PENSIONATI Al contrario essere pensionati protegge dalla povertà molto bene, poco meno che essere dirigenti e imprenditori. Solo il 4,4% di chi si è ritirato dal lavoro non riesce a coprire i bisogni essenziali.

MINORENNI La povertà è decisamente più alta tra i minori, diminuendo con l’età, e nel 2021 questo divario è diventato ancora maggiore. Sono in una situazione di indigenza il 14,2% di chi ha meno di 18 anni e solo il 5,3% degli over 65.

IMMIGRATI Tra i motivi vi è la situazione particolarmente miserabile in cui vivono, nel silenzio più completo della politica, gli immigrati, che normalmente hanno più figli della media, e in particolare quelli senza un lavoro, e tra questi quelli che un lavoro lo cercano.

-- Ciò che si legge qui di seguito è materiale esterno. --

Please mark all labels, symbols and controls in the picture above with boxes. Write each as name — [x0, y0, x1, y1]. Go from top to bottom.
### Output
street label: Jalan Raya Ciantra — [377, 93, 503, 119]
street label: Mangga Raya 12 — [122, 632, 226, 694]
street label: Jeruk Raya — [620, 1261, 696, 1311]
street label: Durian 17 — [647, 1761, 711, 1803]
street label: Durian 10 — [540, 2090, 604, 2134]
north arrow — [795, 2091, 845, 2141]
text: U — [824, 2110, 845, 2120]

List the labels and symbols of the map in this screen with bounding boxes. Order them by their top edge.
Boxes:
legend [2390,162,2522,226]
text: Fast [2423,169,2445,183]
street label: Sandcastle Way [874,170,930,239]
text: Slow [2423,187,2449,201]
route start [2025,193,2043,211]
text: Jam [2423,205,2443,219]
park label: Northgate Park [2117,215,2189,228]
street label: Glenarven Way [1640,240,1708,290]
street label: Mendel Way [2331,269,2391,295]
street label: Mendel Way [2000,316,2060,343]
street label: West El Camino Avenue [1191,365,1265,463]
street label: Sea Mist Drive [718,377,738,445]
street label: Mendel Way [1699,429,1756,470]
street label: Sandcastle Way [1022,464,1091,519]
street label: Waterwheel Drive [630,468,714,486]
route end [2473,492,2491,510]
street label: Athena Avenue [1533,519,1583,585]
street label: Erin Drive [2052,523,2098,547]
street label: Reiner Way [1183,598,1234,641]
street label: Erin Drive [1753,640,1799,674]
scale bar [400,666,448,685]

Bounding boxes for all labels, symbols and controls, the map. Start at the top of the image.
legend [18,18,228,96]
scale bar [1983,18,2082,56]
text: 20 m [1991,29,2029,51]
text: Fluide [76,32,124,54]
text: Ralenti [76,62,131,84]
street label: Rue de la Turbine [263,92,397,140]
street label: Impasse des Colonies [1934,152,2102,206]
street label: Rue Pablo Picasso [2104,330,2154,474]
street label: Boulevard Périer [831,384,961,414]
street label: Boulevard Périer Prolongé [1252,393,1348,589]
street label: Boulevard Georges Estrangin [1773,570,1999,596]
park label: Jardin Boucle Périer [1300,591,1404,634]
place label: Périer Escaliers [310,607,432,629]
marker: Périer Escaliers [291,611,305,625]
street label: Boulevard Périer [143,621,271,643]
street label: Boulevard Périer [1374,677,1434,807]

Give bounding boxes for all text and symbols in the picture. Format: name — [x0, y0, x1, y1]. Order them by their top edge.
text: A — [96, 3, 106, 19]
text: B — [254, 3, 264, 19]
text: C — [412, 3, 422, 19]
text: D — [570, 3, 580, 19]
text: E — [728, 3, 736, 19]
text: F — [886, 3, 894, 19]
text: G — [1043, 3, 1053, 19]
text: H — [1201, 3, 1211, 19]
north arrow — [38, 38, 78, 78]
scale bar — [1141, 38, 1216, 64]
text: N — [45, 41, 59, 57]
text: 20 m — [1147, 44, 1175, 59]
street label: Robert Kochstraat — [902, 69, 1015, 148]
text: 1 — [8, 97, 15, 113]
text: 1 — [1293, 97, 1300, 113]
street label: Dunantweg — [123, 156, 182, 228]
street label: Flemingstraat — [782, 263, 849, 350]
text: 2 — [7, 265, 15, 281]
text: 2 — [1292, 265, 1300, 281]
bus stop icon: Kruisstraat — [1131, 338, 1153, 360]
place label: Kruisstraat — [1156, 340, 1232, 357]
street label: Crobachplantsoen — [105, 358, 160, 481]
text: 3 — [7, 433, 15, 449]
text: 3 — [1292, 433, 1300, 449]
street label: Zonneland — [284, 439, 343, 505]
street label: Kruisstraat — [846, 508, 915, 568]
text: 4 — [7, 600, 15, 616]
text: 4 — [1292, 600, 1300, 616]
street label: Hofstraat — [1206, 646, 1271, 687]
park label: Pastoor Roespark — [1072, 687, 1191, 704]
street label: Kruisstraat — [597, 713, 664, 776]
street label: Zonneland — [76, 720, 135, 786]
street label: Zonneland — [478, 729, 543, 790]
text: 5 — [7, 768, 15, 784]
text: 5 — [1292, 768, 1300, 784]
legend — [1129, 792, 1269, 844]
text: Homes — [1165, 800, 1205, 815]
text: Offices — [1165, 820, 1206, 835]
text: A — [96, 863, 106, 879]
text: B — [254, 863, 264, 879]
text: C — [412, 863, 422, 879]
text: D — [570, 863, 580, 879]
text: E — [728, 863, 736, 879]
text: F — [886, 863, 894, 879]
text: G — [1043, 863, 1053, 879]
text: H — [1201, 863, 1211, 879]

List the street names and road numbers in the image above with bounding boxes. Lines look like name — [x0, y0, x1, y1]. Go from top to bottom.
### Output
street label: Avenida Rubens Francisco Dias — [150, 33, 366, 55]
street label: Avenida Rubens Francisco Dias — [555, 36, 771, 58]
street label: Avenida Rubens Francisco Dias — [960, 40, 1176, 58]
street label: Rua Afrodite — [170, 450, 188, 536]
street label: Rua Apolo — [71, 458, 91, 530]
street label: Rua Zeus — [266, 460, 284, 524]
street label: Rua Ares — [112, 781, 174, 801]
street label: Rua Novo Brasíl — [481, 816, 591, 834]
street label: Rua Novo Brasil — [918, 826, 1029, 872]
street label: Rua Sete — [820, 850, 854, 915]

Nel 2021 erano un povertà assoluta il 46,4% delle loro famiglie, molti di più che nel 2020 (28,1%).

Eppure anche questo aspetto è ignorato, e dell’indigenza degli stranieri si parla, in modo indiretto, sempre solo a valle, quando genera degrado. Ma vi è un dato ancora più importante, è quello che riguarda l’istruzione.

ISTRUZIONE È in povertà assoluta più del 10% di chi non è andato oltre la terza media e meno del 4% di chi ha almeno un diploma, se non la laurea. Non solo, la lunghezza degli studi è un parametro così determinante da avere influenza anche sulla probabilità di diventare poveri dei figli, persino una volta che questi sono diventati adulti. Il rischio di essere indigente di un 25-59enne è del 22,7% tra chi ha il genitore più istruito con la terza media o meno, mentre scende al 9% se è laureato. E il divario è aumentato ulteriormente nell’ultimo decennio, tra il 2011 e il 2019. Tra l’altro l’Italia è tra i Paesi in cui questo è più alto. In Francia, Germania, Spagna il rischio di povertà dei figli di coloro che si sono fermati alle medie (o equivalenti) non è così elevato.

MINORI E POCO ISTRUITI Come è facile immaginare lo stesso rischio è ancora maggiore per i minorenni. Se tu hai un padre che non è arrivato al diploma hai un’alta probabilità (pari al 54% ) di diventare povero. Ed è così in tutta Europa.

CHI SI FERMA ALLE MEDIE Nel nostro Paese la percentuale di italiani tra i 25/34 anni che si sono fermati alle medie è superiore che altrove. E’ pari al 18,1%, contro il 10% tedesco. Per gli stranieri della stessa fascia di età si raggiunge addirittura il 47,2% 

DOMANDE CRUCIALI L’incremento della percentuale di laureati, o anche solo di quanti riescono a conseguire il diploma, è mai entrato in qualche decalogo? È mai stato l’obiettivo di qualche provvedimento così urgente da essere posto come ultimatum a un governo? Non è accaduto, così come non è mai accaduto che fosse il tasso d’occupazione, più che il reddito, lo scopo delle politiche proposte.

POLICY A LUNGO TERMINE Occupazione, integrazione, istruzione, competenze, formazione, capitale umano, sono tutti fattori che determinano un impatto a monte. Molto efficace, ma solo nel lungo periodo. Per chi ha bisogno di consenso subito ( nelle prossime settimane, nei prossimi mesi) sono temi assolutamente inutili, lo sappiamo.